Edson: 50 Years Ago: Michigan’s Best-Ever High School Hoops Team

Fifty years ago this week, the greatest boys basketball team in Michigan high school history began their march toward a Class A state championship.

It’s also the first year my dad – a longtime basketball coach – took my brother and I to the state finals at Jenison Fieldhouse at Michigan State.

What I saw that year in 1967 not only left me in awe, but also everyone else who watched the Detroit Pershing Doughboys. They not only had five future professional athletes on their team, but two of them became NBA all-stars – Spencer Haywood and Ralph Simpson.

Pershing played in the Detroit Public School League, the PSL. The school was named after the great World War I General John J. Pershing, whose Doughboys helped the U.S. prevail. The term “doughboys” was gradually replaced during World War II by “G.I.”

That fighting spirit of the Doughboys was very much alive in the 1967 Detroit Pershing basketball team, which was coached by the legendary Will Robinson.

But for all the talent on the team, Robinson still faced obstacles during the season. One of those was his all-black team playing basketball months after the race riots in Detroit during the summer of 1967. He expected his players to play more than one sport and he stressed education above all else. If they didn’t perform in the classroom, they didn’t get to perform on his team.

“Coach didn’t show any favoritism,” said Simpson, a junior on that 1967 team. “If you didn’t succeed academically, it didn’t matter how good you were athletically – you didn’t play.”

His players responded, both in the classroom and on the court. His best player was the 6-foot-8 Haywood. How good was the future NBA star? At age 19, he would anchor the gold medal U.S. team in the 1968 Olympics in Mexico City.

He played one year of college basketball at the University of Detroit and averaged 32 points and 21 rebounds a game. He made history after that year by becoming the first college athlete to declare “hardship” and jump to the pros. He played 12 years and was a 4-time NBA All-Star.

While Haywood was the inside force, Simpson was Mr. Outside. He played one year at Michigan State, averaged 29 points per game, then went on to the NBA. He was the only high school player in the nation invited to try out for the 1968 Olympic basketball team. He played 10 years in the ABA and NBA.

Two of the other starters – Glenn Doughty and Paul Seal – played in the NFL. Point guard Marvin Lane played briefly for the Detroit Tigers in the 1970s.
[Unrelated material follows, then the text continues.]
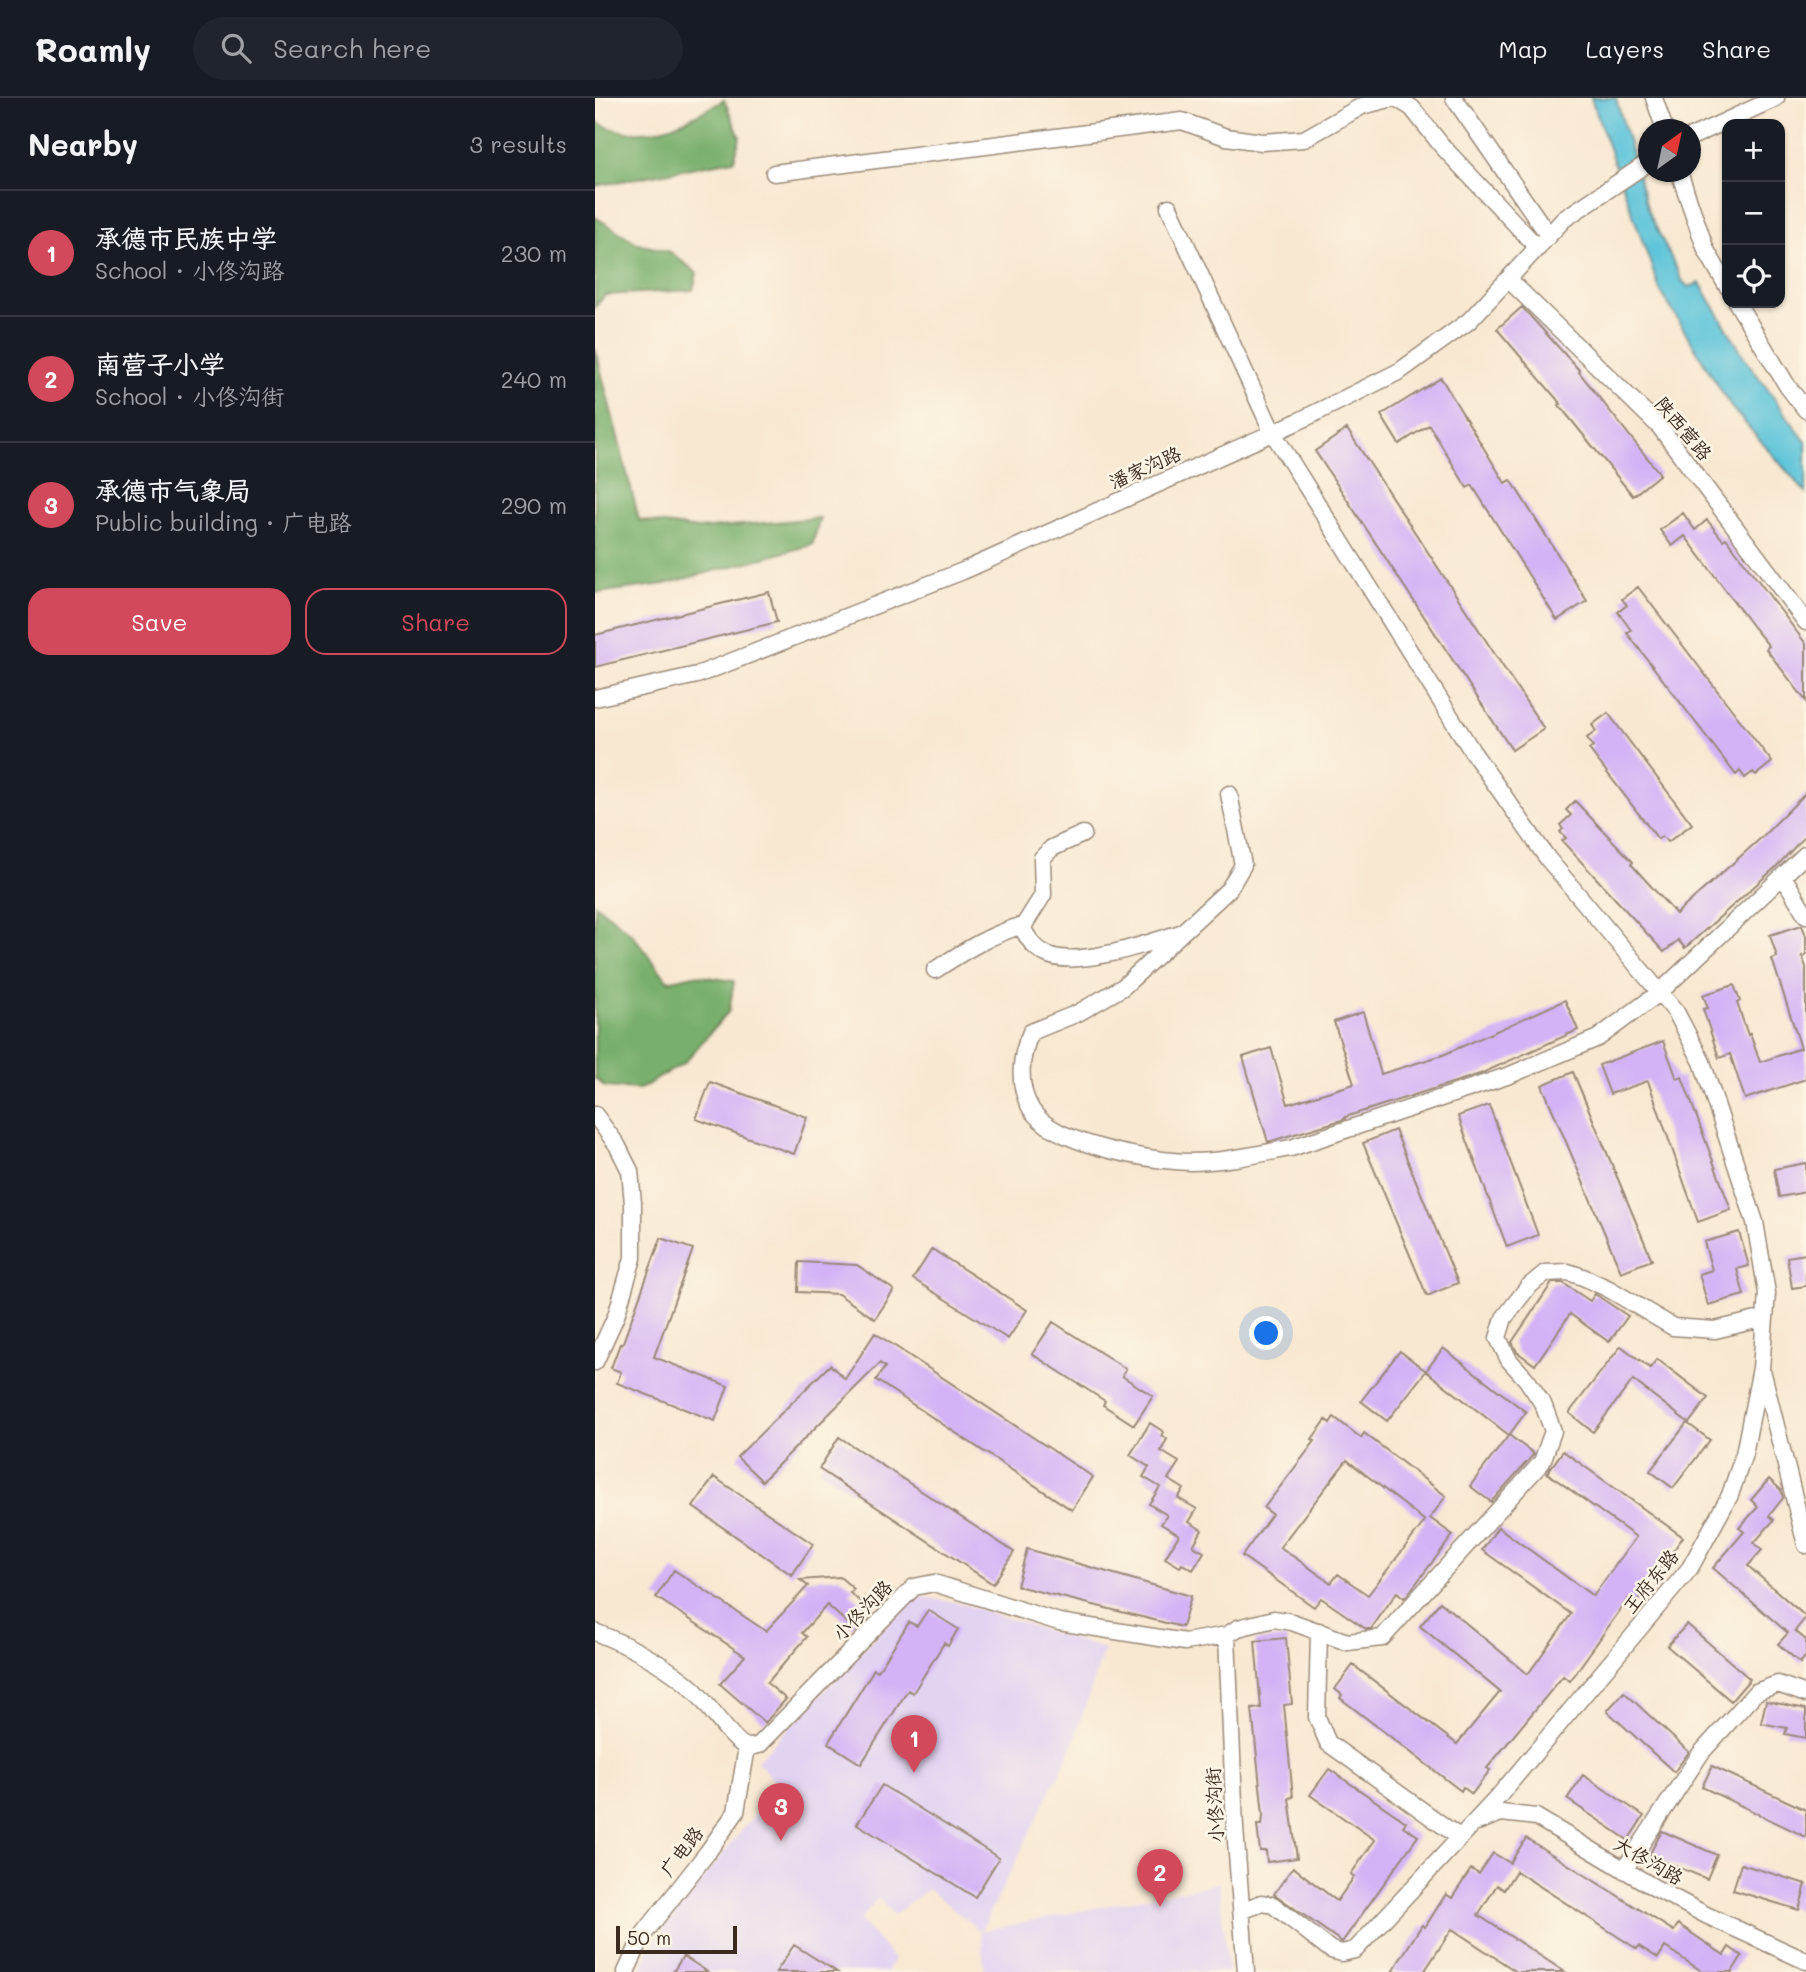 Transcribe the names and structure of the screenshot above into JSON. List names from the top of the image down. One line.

Despite all that talent, Pershing wasn’t ranked No. 1 in Class A heading into the 1967 tournament. That honor belonged to fellow PSL school Detroit Northwestern, which beat Pershing during the regular season and featured future baseball star John Mayberry.

But during the tournament, an inspired Haywood led Pershing to the state championship, capped by Simpson’s record 43-point performance in a 90-66 win over Flint Central in the finals.
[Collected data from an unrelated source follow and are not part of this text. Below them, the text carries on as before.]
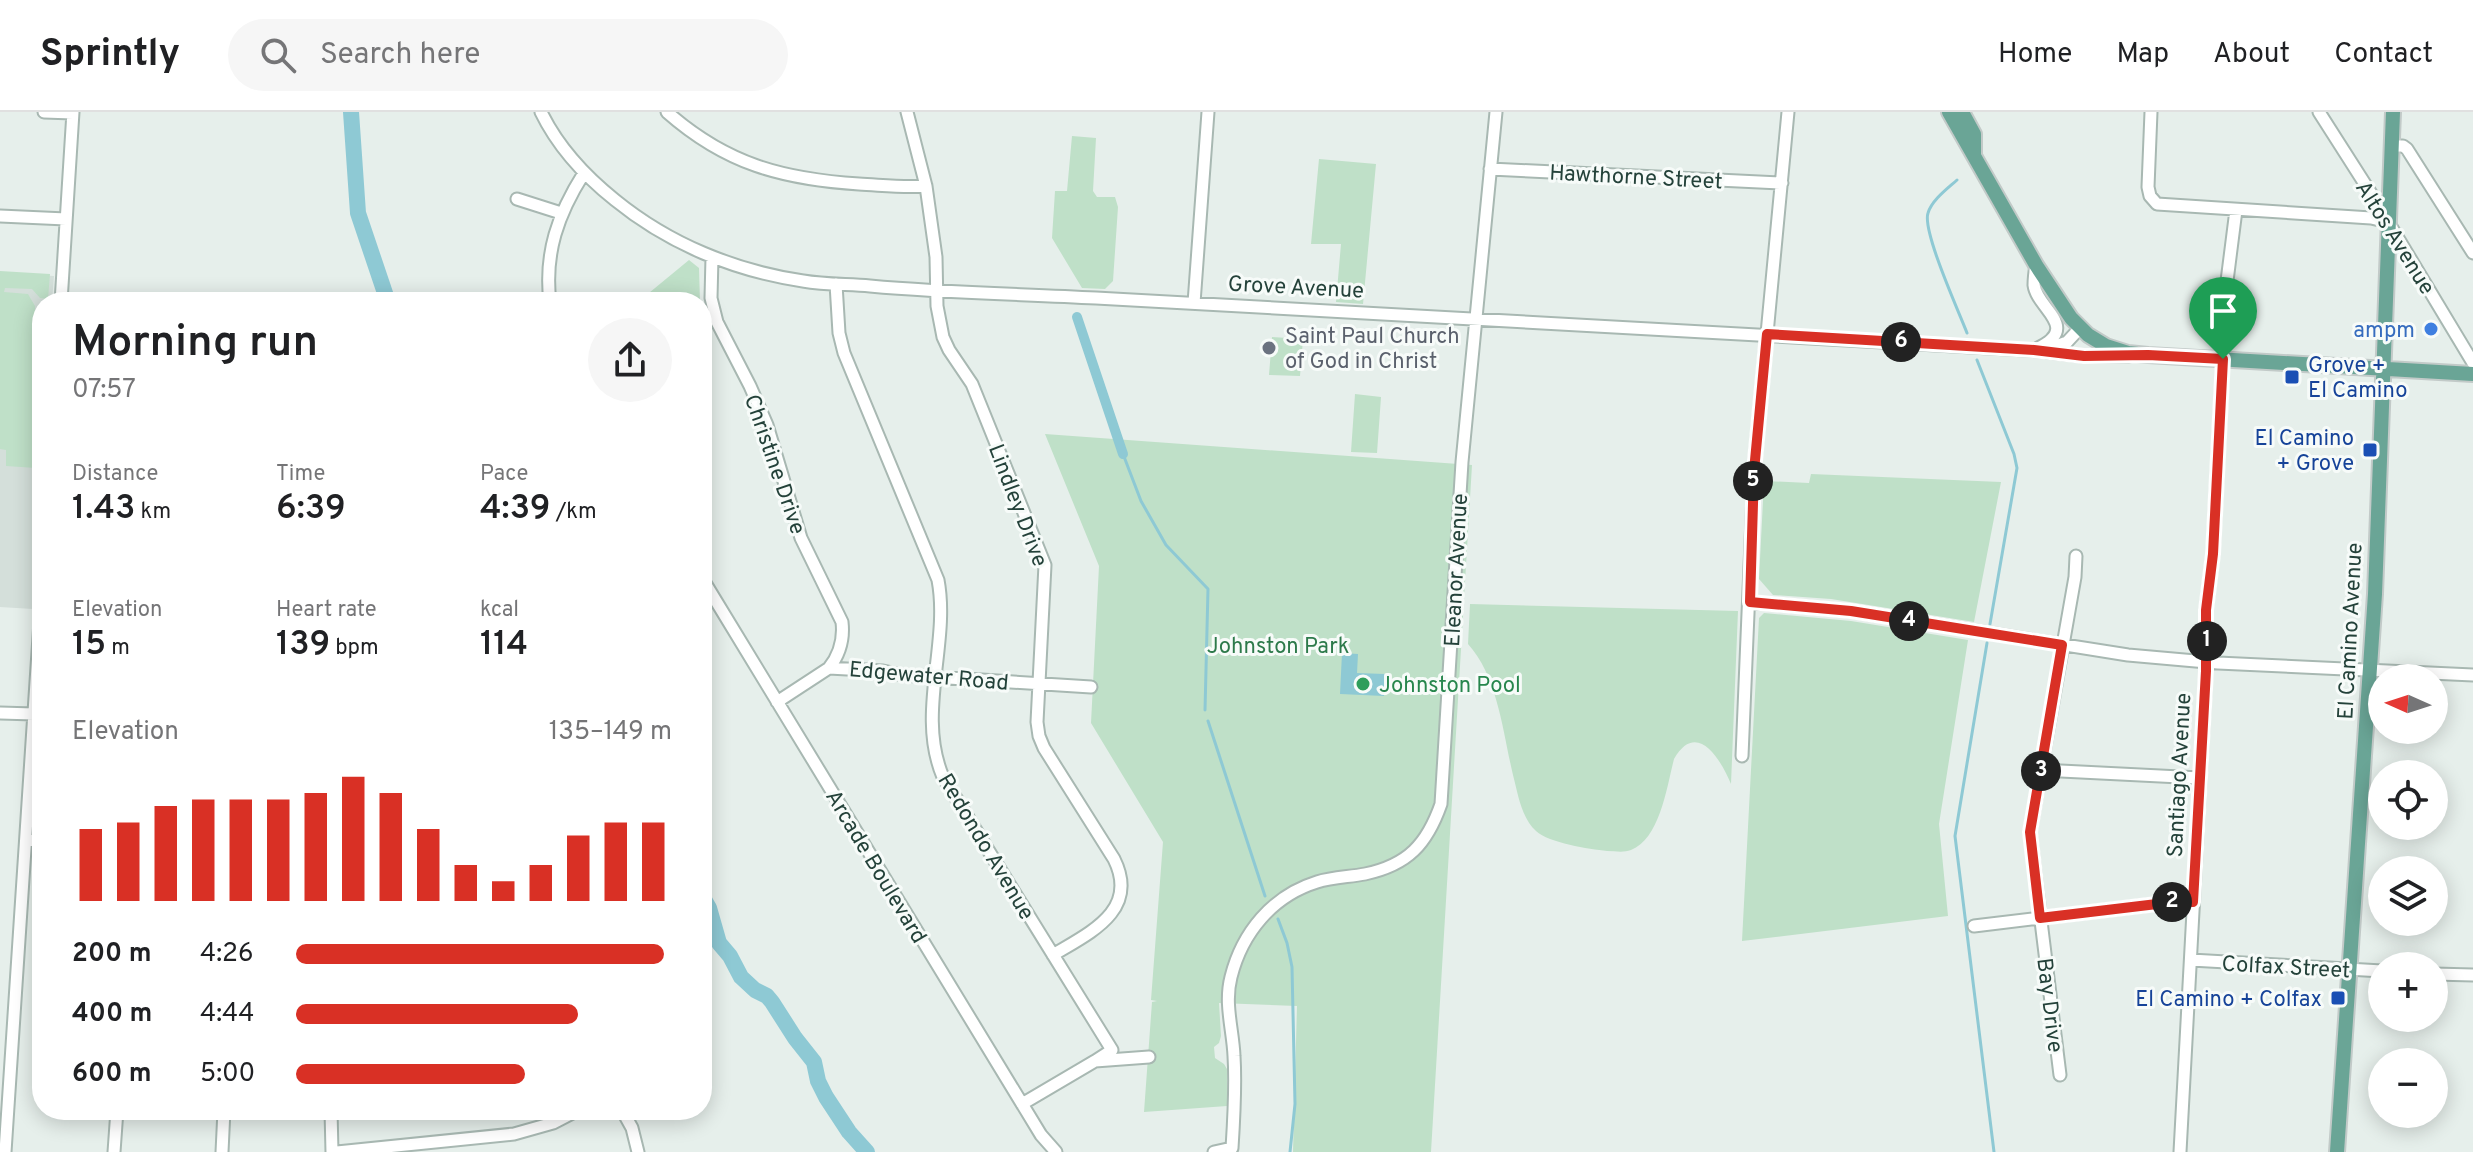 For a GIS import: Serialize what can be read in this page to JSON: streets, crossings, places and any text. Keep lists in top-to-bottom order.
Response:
{
  "streets": {
    "main road": ["Grove Avenue", "El Camino Avenue"],
    "street": [
      "Hawthorne Street",
      "Altos Avenue",
      "Christine Drive",
      "Lindley Drive",
      "Eleanor Avenue",
      "Edgewater Road",
      "Santiago Avenue",
      "Redondo Avenue",
      "Arcade Boulevard",
      "Colfax Street",
      "Bay Drive"
    ]
  },
  "crossings": [
    ["Hawthorne Street", "Eleanor Avenue"],
    ["Altos Avenue", "El Camino Avenue"],
    ["Grove Avenue", "Christine Drive"],
    ["Grove Avenue", "Lindley Drive"],
    ["Grove Avenue", "Eleanor Avenue"],
    ["Grove Avenue", "El Camino Avenue"],
    ["Grove Avenue", "Santiago Avenue"],
    ["Grove Avenue", "Redondo Avenue"],
    ["Christine Drive", "Edgewater Road"],
    ["Lindley Drive", "Edgewater Road"],
    ["Lindley Drive", "Redondo Avenue"],
    ["El Camino Avenue", "Colfax Street"],
    ["Edgewater Road", "Redondo Avenue"],
    ["Edgewater Road", "Arcade Boulevard"],
    ["Santiago Avenue", "Colfax Street"]
  ],
  "parks": ["Johnston Park"],
  "places": {
    "other": ["ampm", "Saint Paul Church of God in Christ", "Johnston Pool"],
    "transit": ["Grove + El Camino", "El Camino + Grove", "El Camino + Colfax"]
  },
  "north": "left",
  "page": {
    "header": "Sprintly",
    "search": "Search here",
    "nav": [
      "Home",
      "Map",
      "About",
      "Contact"
    ],
    "heading": ["Morning run", "07:57"],
    "pins": [
      "6",
      "5",
      "4",
      "1",
      "3",
      "2"
    ],
    "stats": [
      ["Distance", "1.43 km"],
      ["Time", "6:39"],
      ["Pace", "4:39 /km"],
      ["Elevation", "15 m"],
      ["Heart rate", "139 bpm"],
      ["kcal", "114"]
    ],
    "map_buttons": ["+", "−"],
    "chart": ["Elevation", "135–149 m"],
    "list": [
      {
        "name": "200 m",
        "note": "4:26"
      },
      {
        "name": "400 m",
        "note": "4:44"
      },
      {
        "name": "600 m",
        "note": "5:00"
      }
    ]
  }
}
That was the game where my brother and I bolted to our feet many times as we witnessed high school players who could throw pinpoint behind-the-back passes and dunk behind their heads.

Even today, that Pershing team is still acknowledged as the best team, as people who were at the state championship game will attest.

Roger Norkoli of Traverse City remarked, “That 1967 Pershing team was absolutely the best team in Michigan high school history. I saw that game from a different perspective. Our team got beat in the C semis the night before by one on a buzzer beater by Mt. Pleasant SH. The Lansing State Journal article the next day said that Wakefield could play with any of the teams left in the tourney regardless of class. MPSH won C easily. Menominee won B and we were team of the year in the UP, not them. So we agreed with the article……until the A final. As contestants, we got to sit in a bullpen area right under one of the buckets. Wow, what a show! And that was before the game even began. We made the long drive back to the west end of the U.P. knowing that no matter how hard we worked there was no way we could play that kind of game.”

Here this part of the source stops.